Stored data entries:
___

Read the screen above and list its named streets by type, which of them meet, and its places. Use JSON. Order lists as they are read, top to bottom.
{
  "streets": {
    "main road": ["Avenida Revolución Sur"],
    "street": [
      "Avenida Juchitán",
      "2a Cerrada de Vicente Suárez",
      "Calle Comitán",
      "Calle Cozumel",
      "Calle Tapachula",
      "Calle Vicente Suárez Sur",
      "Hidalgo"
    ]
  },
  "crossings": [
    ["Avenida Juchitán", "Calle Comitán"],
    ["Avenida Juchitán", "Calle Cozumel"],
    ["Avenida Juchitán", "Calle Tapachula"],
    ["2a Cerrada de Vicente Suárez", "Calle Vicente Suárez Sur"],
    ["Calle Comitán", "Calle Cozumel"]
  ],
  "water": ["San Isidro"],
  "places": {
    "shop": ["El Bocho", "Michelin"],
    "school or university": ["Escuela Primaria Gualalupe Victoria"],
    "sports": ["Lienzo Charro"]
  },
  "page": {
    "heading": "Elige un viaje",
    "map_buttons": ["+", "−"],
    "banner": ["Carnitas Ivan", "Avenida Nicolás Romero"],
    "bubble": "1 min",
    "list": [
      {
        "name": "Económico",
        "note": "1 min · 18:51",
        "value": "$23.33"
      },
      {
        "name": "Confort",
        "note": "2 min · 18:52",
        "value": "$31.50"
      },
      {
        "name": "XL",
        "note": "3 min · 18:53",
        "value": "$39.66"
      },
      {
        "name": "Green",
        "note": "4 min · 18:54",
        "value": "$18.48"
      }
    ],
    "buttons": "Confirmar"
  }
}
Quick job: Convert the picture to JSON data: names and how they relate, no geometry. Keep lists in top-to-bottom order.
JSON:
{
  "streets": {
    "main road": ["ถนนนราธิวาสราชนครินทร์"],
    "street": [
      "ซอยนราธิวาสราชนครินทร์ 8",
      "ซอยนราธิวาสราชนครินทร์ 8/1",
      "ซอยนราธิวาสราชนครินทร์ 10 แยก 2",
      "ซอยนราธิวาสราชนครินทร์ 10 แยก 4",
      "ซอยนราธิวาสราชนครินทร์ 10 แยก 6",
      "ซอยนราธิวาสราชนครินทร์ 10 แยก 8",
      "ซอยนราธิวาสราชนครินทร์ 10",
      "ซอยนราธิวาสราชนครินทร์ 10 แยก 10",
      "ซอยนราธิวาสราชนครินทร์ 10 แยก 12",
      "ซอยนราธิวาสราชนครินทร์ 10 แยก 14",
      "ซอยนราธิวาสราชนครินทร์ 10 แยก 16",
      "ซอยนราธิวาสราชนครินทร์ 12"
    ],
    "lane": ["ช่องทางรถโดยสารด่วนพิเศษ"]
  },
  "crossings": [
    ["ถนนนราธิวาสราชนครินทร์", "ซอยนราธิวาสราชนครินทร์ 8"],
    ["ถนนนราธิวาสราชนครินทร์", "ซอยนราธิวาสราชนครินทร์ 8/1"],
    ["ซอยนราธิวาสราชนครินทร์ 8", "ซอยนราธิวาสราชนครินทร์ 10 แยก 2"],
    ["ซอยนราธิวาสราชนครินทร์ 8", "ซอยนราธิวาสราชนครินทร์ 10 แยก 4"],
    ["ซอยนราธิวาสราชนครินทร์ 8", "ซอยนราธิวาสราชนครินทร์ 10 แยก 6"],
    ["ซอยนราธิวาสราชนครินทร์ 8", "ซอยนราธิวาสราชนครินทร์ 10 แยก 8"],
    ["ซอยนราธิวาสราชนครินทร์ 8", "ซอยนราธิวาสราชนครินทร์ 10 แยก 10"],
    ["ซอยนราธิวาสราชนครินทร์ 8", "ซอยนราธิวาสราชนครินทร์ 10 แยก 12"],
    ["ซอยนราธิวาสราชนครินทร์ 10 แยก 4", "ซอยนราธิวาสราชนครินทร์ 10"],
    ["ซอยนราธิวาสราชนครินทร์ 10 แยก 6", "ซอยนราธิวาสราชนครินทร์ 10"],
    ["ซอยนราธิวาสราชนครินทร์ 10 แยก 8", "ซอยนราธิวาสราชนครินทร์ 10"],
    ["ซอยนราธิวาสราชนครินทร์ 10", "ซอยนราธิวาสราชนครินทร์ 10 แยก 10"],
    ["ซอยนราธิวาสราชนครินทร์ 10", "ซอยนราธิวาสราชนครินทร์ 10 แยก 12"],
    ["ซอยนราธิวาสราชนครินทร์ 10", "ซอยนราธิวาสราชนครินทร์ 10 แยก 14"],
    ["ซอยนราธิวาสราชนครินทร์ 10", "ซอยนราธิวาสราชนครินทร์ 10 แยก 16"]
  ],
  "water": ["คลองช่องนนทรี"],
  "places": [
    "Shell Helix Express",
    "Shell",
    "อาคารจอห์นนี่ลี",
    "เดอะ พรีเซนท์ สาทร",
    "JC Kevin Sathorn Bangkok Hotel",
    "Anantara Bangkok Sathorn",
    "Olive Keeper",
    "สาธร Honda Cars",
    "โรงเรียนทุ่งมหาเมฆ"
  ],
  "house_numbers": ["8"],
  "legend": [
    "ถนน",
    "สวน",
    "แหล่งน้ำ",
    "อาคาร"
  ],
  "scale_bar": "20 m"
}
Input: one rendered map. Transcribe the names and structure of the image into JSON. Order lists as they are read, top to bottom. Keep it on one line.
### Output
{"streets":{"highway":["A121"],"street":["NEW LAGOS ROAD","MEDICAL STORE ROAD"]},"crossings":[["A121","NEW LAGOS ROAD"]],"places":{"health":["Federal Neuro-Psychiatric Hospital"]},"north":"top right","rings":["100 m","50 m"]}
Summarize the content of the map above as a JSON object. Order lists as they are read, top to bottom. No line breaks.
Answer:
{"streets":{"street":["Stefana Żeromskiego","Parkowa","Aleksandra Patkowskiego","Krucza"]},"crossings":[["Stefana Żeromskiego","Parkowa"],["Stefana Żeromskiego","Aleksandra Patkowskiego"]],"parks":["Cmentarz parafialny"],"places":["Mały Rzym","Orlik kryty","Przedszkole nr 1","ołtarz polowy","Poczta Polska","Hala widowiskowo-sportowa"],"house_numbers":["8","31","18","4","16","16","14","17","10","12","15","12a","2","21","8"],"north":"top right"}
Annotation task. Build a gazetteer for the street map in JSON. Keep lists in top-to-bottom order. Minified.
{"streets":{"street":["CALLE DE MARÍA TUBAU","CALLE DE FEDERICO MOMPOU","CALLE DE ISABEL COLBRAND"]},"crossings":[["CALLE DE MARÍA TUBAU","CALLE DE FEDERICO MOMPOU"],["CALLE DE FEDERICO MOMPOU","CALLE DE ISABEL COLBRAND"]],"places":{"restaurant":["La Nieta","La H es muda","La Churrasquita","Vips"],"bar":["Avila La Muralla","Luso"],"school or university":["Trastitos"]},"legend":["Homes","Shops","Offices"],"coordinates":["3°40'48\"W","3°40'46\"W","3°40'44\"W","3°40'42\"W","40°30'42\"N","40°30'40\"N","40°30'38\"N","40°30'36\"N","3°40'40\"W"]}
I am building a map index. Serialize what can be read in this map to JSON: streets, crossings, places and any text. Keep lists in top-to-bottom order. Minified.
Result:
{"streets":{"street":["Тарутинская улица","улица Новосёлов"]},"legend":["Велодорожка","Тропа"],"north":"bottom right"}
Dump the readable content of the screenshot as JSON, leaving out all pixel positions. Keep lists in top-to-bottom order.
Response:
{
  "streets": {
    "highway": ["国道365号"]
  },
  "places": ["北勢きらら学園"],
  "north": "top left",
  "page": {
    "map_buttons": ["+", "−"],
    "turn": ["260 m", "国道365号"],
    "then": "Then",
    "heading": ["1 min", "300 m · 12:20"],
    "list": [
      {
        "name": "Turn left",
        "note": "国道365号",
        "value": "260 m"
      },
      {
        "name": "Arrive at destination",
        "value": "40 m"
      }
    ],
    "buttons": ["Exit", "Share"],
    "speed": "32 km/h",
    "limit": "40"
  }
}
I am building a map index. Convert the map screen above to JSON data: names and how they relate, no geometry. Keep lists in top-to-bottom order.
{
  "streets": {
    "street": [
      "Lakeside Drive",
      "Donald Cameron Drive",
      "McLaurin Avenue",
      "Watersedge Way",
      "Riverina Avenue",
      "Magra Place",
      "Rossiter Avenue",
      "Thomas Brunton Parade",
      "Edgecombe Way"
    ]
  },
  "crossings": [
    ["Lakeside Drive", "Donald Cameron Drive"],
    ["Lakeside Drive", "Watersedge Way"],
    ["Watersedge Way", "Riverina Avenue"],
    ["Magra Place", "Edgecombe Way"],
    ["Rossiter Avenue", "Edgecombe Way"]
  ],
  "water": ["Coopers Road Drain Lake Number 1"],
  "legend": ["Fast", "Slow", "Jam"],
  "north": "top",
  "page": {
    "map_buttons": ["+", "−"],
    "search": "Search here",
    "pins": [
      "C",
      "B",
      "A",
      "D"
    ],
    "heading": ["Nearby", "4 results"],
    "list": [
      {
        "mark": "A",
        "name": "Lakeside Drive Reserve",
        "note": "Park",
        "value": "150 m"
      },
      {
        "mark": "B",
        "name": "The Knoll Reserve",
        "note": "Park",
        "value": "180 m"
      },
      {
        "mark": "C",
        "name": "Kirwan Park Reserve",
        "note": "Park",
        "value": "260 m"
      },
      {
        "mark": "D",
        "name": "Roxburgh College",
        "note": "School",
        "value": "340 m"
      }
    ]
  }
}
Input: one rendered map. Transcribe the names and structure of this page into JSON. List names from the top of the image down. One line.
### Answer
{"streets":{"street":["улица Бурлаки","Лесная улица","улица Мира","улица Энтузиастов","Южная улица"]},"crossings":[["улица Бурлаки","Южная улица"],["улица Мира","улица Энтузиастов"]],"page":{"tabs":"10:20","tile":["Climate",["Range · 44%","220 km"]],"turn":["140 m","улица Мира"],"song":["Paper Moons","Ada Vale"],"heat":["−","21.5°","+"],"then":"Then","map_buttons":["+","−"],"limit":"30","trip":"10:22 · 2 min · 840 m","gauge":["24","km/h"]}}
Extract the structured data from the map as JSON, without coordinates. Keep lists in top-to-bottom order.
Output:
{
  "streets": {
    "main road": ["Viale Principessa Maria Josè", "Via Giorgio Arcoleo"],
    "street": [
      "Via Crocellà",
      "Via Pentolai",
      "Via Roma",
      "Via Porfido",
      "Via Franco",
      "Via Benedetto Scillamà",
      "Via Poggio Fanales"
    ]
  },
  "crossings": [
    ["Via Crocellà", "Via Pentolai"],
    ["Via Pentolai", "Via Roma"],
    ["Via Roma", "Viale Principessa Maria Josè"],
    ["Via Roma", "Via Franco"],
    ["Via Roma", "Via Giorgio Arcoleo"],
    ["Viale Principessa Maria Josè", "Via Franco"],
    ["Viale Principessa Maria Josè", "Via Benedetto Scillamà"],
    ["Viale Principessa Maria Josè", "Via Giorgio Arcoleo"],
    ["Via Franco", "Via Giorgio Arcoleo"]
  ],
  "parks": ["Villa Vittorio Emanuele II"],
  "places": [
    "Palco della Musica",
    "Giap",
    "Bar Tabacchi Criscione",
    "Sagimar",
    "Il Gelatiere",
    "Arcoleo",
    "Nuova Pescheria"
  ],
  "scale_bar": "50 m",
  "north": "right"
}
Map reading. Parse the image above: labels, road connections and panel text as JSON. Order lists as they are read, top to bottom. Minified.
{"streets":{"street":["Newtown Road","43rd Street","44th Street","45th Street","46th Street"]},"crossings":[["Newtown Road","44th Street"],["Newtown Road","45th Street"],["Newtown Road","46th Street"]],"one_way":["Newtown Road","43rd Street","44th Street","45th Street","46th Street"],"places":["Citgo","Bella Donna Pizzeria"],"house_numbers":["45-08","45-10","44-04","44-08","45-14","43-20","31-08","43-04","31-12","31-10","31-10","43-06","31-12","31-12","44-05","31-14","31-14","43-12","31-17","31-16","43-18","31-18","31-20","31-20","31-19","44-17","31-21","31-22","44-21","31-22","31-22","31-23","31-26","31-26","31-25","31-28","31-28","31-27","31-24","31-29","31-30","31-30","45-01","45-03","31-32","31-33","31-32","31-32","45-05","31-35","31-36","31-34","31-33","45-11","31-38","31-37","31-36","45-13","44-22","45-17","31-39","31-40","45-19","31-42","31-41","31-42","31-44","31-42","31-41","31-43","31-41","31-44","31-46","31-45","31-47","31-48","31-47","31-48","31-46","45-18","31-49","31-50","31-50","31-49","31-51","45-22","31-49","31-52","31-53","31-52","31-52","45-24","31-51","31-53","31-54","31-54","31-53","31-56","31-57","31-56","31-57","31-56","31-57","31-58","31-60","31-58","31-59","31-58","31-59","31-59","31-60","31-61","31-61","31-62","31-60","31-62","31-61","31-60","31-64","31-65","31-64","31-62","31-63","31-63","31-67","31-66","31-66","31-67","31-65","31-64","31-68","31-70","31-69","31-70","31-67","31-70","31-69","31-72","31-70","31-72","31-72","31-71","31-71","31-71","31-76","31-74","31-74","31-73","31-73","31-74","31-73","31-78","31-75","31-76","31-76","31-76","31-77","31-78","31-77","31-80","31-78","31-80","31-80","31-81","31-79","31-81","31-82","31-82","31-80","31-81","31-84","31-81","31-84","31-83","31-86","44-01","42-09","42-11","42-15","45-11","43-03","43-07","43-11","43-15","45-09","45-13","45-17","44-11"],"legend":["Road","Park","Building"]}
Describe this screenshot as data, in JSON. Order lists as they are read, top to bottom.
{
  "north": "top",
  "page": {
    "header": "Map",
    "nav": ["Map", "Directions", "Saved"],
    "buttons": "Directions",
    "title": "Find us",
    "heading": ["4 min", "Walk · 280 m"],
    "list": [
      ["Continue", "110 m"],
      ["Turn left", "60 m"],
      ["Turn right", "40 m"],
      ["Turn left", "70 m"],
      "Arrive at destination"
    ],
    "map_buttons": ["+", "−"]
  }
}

___

◆ **TASK REQUIREMENTS**
In the records above, find the line containing "Quick job: Convert" and restate word for word every line from the first through that one.

◆ **TASK ANSWER**
Read the screen above and list its named streets by type, which of them meet, and its places. Use JSON. Order lists as they are read, top to bottom.
{
  "streets": {
    "main road": ["Avenida Revolución Sur"],
    "street": [
      "Avenida Juchitán",
      "2a Cerrada de Vicente Suárez",
      "Calle Comitán",
      "Calle Cozumel",
      "Calle Tapachula",
      "Calle Vicente Suárez Sur",
      "Hidalgo"
    ]
  },
  "crossings": [
    ["Avenida Juchitán", "Calle Comitán"],
    ["Avenida Juchitán", "Calle Cozumel"],
    ["Avenida Juchitán", "Calle Tapachula"],
    ["2a Cerrada de Vicente Suárez", "Calle Vicente Suárez Sur"],
    ["Calle Comitán", "Calle Cozumel"]
  ],
  "water": ["San Isidro"],
  "places": {
    "shop": ["El Bocho", "Michelin"],
    "school or university": ["Escuela Primaria Gualalupe Victoria"],
    "sports": ["Lienzo Charro"]
  },
  "page": {
    "heading": "Elige un viaje",
    "map_buttons": ["+", "−"],
    "banner": ["Carnitas Ivan", "Avenida Nicolás Romero"],
    "bubble": "1 min",
    "list": [
      {
        "name": "Económico",
        "note": "1 min · 18:51",
        "value": "$23.33"
      },
      {
        "name": "Confort",
        "note": "2 min · 18:52",
        "value": "$31.50"
      },
      {
        "name": "XL",
        "note": "3 min · 18:53",
        "value": "$39.66"
      },
      {
        "name": "Green",
        "note": "4 min · 18:54",
        "value": "$18.48"
      }
    ],
    "buttons": "Confirmar"
  }
}
Quick job: Convert the picture to JSON data: names and how they relate, no geometry. Keep lists in top-to-bottom order.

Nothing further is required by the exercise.